(Stored items)
══════

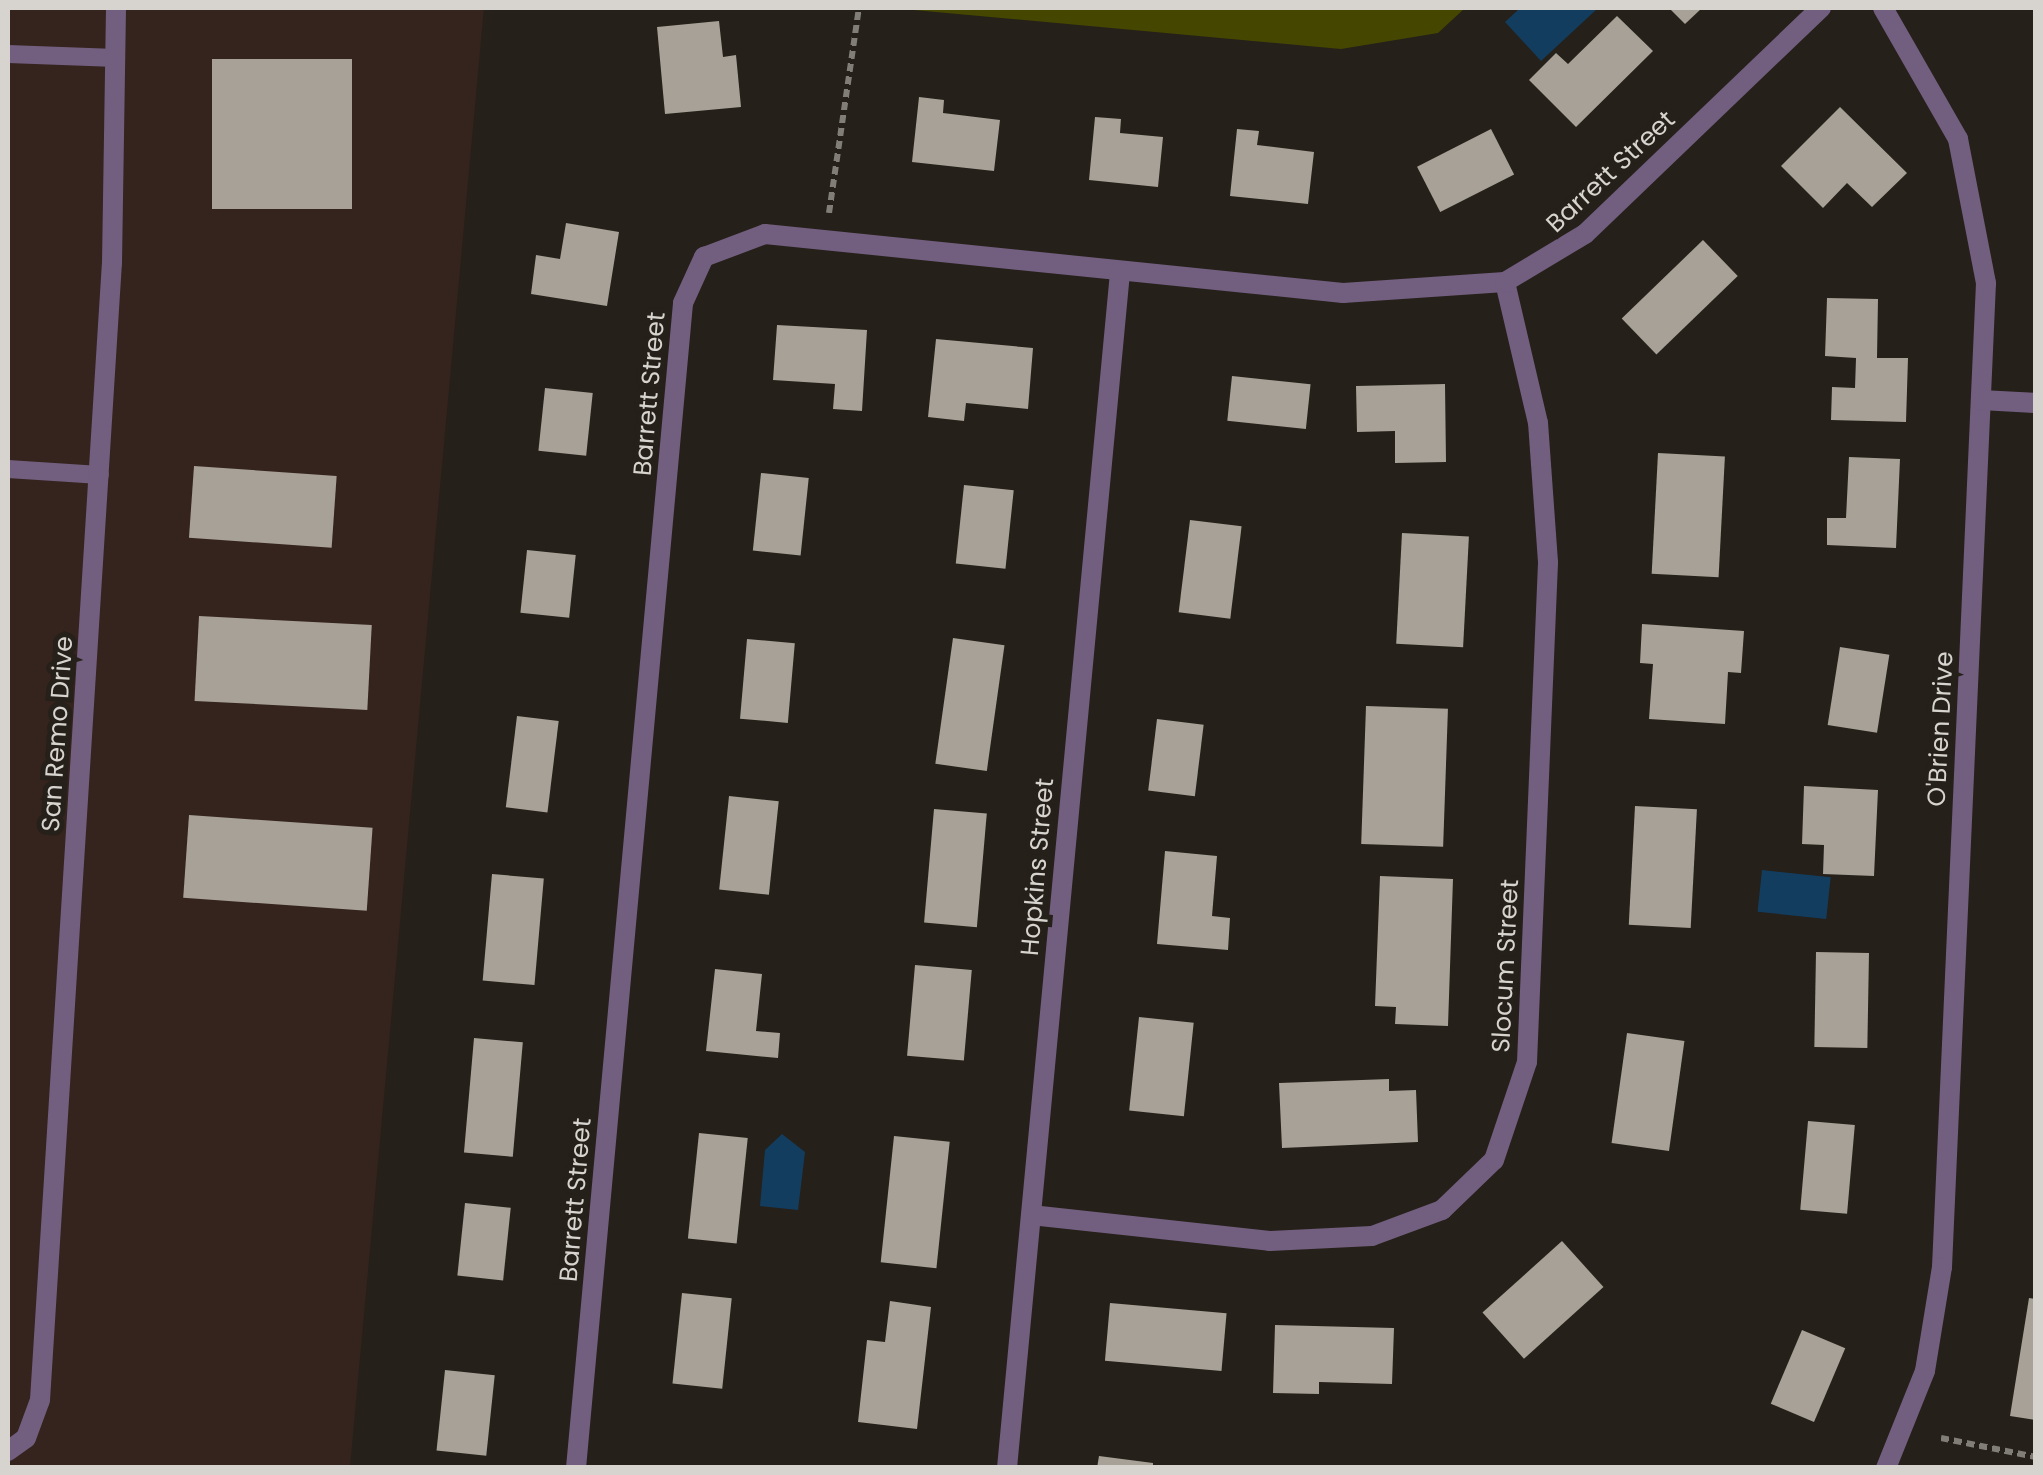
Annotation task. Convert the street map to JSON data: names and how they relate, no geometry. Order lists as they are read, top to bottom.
{
  "streets": {
    "street": [
      "Barrett Street",
      "O'Brien Drive",
      "San Remo Drive",
      "Hopkins Street",
      "Slocum Street"
    ]
  },
  "crossings": [
    ["Barrett Street", "Hopkins Street"],
    ["Barrett Street", "Slocum Street"],
    ["Hopkins Street", "Slocum Street"]
  ]
}
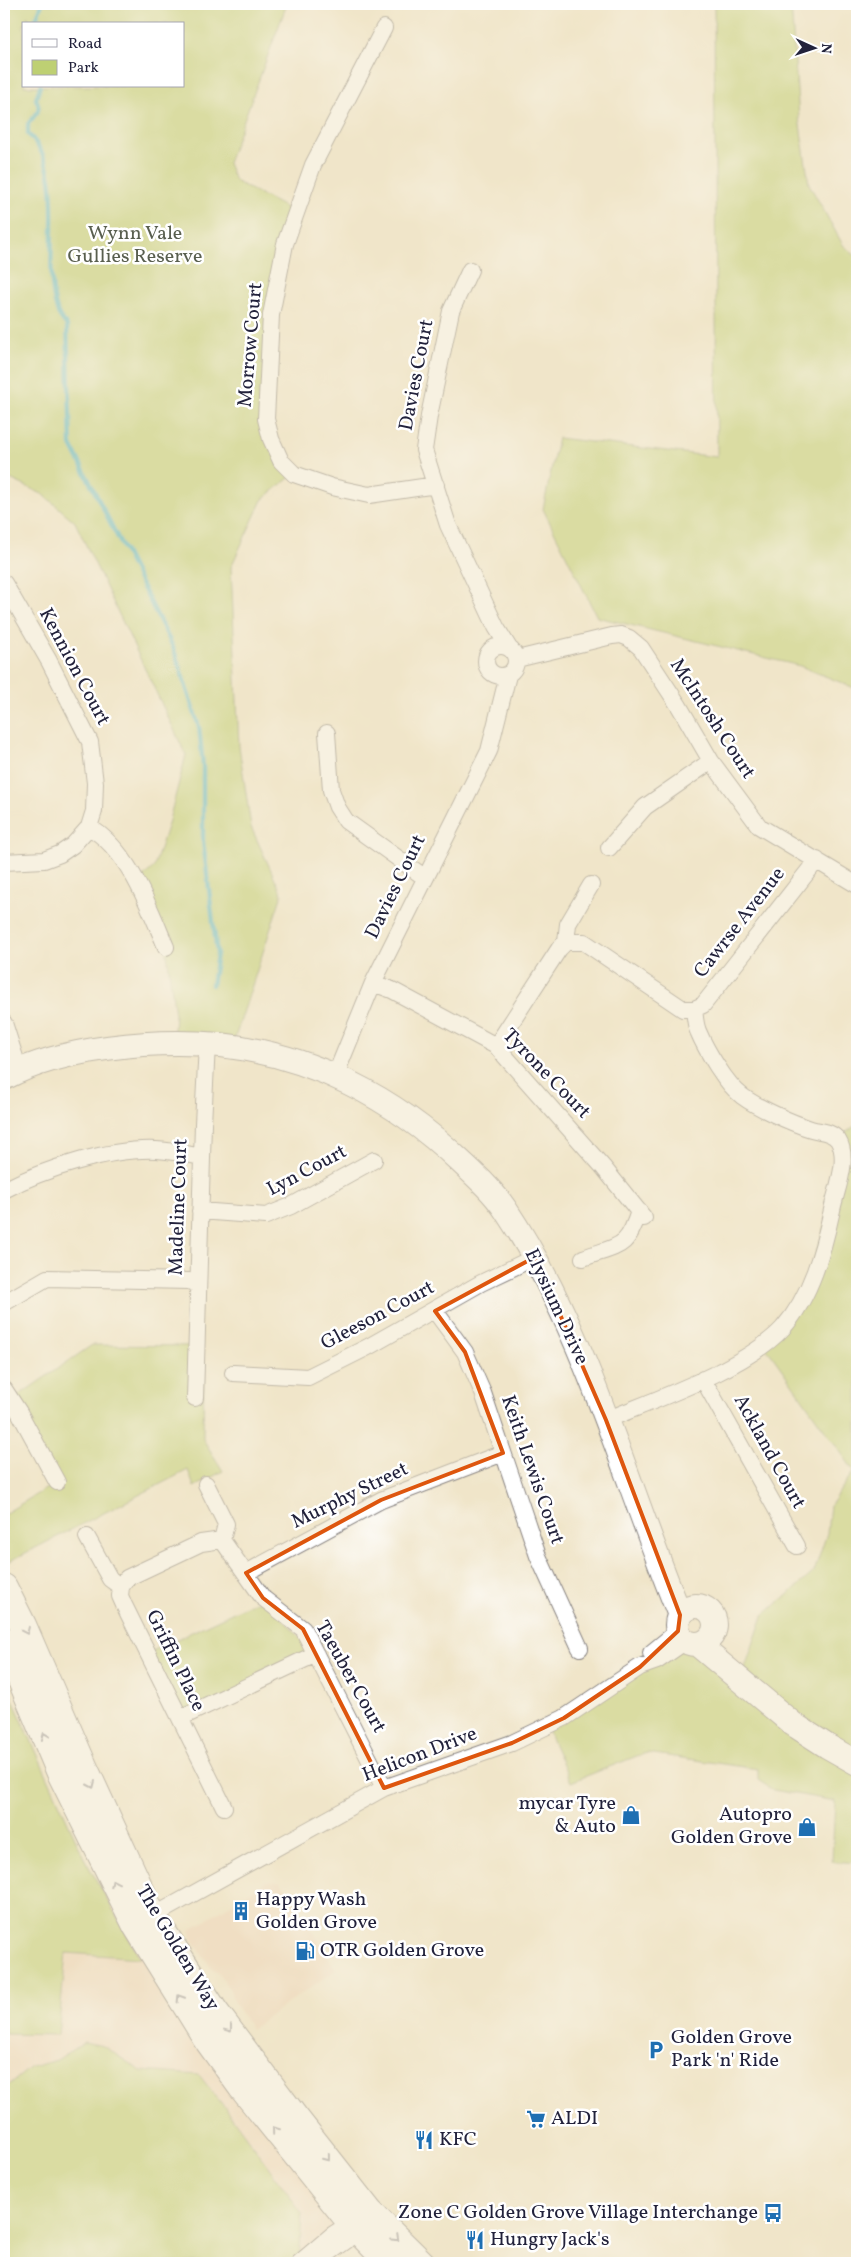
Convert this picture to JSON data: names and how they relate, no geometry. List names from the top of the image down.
{
  "streets": {
    "main road": ["The Golden Way"],
    "street": [
      "Morrow Court",
      "Davies Court",
      "Kennion Court",
      "McIntosh Court",
      "Cawrse Avenue",
      "Tyrone Court",
      "Lyn Court",
      "Madeline Court",
      "Elysium Drive",
      "Gleeson Court",
      "Ackland Court",
      "Keith Lewis Court",
      "Murphy Street",
      "Griffin Place",
      "Taeuber Court",
      "Helicon Drive"
    ]
  },
  "crossings": [
    ["Morrow Court", "Davies Court"],
    ["Davies Court", "McIntosh Court"],
    ["Davies Court", "Tyrone Court"],
    ["Davies Court", "Elysium Drive"],
    ["McIntosh Court", "Cawrse Avenue"],
    ["Lyn Court", "Madeline Court"],
    ["Madeline Court", "Elysium Drive"],
    ["Elysium Drive", "Gleeson Court"],
    ["Elysium Drive", "Helicon Drive"],
    ["Gleeson Court", "Keith Lewis Court"],
    ["Keith Lewis Court", "Murphy Street"],
    ["Murphy Street", "Taeuber Court"],
    ["Taeuber Court", "Helicon Drive"],
    ["Helicon Drive", "The Golden Way"]
  ],
  "parks": ["Wynn Vale Gullies Reserve"],
  "places": {
    "shop": ["mycar Tyre & Auto", "Autopro Golden Grove"],
    "building": ["Happy Wash Golden Grove"],
    "fuel station": ["OTR Golden Grove"],
    "parking": ["Golden Grove Park 'n' Ride"],
    "supermarket": ["ALDI"],
    "restaurant": ["KFC", "Hungry Jack's"],
    "bus stop": ["Zone C Golden Grove Village Interchange"]
  },
  "legend": ["Road", "Park"],
  "north": "right"
}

══════

Look over the entries above. Copy every line that contains the word "Gleeson".

• [Result of the exercise]
      "Gleeson Court",
    ["Elysium Drive", "Gleeson Court"],
    ["Gleeson Court", "Keith Lewis Court"],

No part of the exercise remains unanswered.